WORK ITEM:
Where does the string "sans" occur in the records below? Copy every line that holds it.

(Records from a data collection)
============================================================

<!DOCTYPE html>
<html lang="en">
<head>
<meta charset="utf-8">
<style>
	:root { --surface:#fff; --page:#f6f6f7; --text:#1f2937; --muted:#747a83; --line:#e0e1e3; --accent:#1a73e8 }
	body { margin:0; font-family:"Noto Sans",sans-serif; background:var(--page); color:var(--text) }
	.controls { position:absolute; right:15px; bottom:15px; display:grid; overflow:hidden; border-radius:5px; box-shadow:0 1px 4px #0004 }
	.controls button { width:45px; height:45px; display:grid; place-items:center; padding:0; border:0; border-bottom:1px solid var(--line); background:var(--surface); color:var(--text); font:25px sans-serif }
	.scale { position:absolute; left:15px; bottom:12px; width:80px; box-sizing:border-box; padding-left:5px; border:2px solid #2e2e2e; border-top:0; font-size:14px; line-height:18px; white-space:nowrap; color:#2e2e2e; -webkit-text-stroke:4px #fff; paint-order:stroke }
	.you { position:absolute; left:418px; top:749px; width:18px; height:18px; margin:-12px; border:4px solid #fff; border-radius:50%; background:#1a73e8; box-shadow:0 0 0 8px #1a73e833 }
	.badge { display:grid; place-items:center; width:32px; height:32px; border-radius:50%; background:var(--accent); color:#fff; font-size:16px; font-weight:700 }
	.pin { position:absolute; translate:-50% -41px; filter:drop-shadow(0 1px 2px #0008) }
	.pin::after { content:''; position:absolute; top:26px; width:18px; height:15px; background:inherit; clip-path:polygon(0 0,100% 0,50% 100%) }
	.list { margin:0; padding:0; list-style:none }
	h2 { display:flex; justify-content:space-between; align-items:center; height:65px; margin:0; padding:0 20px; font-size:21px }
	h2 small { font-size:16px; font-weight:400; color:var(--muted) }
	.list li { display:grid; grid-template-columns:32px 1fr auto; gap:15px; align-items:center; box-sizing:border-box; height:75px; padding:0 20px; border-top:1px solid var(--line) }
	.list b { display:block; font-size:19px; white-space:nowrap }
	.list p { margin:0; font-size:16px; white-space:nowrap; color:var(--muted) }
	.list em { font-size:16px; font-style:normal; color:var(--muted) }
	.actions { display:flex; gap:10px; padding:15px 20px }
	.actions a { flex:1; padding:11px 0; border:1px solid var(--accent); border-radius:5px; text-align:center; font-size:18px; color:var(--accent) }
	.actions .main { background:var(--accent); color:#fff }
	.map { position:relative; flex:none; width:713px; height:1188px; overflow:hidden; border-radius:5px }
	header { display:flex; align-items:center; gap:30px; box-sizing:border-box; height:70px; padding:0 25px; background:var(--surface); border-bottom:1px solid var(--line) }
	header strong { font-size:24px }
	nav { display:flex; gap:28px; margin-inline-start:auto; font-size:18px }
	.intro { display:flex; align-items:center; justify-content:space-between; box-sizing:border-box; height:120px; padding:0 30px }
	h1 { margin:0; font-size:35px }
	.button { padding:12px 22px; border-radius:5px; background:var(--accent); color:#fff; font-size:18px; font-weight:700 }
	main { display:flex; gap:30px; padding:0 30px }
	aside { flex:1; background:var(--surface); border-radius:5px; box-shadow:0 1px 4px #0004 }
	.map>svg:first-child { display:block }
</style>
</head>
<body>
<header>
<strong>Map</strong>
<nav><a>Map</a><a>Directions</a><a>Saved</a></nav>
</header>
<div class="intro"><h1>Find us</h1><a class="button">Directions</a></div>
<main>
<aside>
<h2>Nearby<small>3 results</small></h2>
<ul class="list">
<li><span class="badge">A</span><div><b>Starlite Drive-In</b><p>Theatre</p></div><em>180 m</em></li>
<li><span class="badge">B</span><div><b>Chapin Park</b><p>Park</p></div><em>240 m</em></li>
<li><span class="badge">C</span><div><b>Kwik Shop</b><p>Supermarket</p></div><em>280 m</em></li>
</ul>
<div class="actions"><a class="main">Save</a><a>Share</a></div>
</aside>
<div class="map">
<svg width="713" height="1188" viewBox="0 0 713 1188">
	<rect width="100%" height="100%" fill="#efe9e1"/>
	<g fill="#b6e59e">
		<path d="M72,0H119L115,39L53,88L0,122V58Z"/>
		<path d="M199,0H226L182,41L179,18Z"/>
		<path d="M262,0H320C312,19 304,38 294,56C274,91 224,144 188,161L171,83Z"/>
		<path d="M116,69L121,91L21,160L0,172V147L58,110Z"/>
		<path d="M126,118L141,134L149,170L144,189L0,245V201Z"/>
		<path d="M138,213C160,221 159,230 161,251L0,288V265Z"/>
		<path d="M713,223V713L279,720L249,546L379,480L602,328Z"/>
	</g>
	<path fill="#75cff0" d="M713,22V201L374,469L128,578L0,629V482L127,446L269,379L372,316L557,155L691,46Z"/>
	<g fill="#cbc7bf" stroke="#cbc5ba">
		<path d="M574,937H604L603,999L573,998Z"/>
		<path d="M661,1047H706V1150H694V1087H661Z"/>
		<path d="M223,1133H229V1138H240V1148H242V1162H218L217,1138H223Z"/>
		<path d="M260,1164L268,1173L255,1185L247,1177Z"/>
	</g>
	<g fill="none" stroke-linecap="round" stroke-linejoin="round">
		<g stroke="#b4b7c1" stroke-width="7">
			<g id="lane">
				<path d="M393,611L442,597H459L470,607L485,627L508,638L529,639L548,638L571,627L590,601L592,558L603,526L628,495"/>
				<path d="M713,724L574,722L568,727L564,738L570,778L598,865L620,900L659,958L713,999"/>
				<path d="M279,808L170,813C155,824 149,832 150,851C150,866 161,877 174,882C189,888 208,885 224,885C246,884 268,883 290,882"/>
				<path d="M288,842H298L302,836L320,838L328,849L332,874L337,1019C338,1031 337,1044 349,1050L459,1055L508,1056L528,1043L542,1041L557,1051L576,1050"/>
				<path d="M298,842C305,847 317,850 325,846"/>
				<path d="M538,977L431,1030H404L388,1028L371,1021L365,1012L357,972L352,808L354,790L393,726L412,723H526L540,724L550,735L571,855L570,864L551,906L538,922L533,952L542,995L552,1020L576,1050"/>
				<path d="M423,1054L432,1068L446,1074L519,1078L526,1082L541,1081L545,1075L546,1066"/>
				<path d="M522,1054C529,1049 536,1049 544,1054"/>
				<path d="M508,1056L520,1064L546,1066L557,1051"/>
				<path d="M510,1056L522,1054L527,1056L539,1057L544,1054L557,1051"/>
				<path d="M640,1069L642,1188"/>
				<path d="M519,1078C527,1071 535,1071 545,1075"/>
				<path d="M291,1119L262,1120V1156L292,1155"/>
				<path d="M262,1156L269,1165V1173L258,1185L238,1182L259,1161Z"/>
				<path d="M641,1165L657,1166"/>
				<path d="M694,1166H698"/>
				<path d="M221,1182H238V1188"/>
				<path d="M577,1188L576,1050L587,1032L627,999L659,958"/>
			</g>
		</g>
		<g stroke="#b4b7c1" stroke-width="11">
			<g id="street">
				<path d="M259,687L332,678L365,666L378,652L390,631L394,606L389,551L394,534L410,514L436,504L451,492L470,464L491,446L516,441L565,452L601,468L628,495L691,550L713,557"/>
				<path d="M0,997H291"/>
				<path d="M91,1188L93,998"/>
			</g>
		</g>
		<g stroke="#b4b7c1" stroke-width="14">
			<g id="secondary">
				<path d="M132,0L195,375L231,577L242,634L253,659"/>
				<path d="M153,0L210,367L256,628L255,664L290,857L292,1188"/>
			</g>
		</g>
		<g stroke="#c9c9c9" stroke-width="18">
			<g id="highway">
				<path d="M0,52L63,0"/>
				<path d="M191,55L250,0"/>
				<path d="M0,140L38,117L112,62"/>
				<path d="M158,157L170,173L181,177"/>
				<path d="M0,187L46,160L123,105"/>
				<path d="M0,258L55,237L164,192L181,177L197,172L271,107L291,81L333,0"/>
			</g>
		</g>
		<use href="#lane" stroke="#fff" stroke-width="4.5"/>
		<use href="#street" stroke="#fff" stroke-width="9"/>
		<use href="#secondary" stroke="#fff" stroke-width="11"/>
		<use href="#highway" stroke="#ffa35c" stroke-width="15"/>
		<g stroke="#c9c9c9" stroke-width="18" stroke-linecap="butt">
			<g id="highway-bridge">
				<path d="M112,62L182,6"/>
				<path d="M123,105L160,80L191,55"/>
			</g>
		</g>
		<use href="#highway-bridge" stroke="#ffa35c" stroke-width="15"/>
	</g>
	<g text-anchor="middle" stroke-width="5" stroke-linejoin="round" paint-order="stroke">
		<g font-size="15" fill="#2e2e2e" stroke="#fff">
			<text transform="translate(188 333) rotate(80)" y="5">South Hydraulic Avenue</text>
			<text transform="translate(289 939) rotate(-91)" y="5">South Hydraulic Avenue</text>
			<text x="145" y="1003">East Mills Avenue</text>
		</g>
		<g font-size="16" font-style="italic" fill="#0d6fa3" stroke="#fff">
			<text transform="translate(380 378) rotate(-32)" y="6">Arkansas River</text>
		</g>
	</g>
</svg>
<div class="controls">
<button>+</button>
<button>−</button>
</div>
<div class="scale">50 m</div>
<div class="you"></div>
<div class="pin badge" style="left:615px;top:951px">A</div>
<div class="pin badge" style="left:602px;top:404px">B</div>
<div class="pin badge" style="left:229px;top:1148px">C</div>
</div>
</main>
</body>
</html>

============================================================

YOUR RESPONSE:
	body { margin:0; font-family:"Noto Sans",sans-serif; background:var(--page); color:var(--text) }
	.controls button { width:45px; height:45px; display:grid; place-items:center; padding:0; border:0; border-bottom:1px solid var(--line); background:var(--surface); color:var(--text); font:25px sans-serif }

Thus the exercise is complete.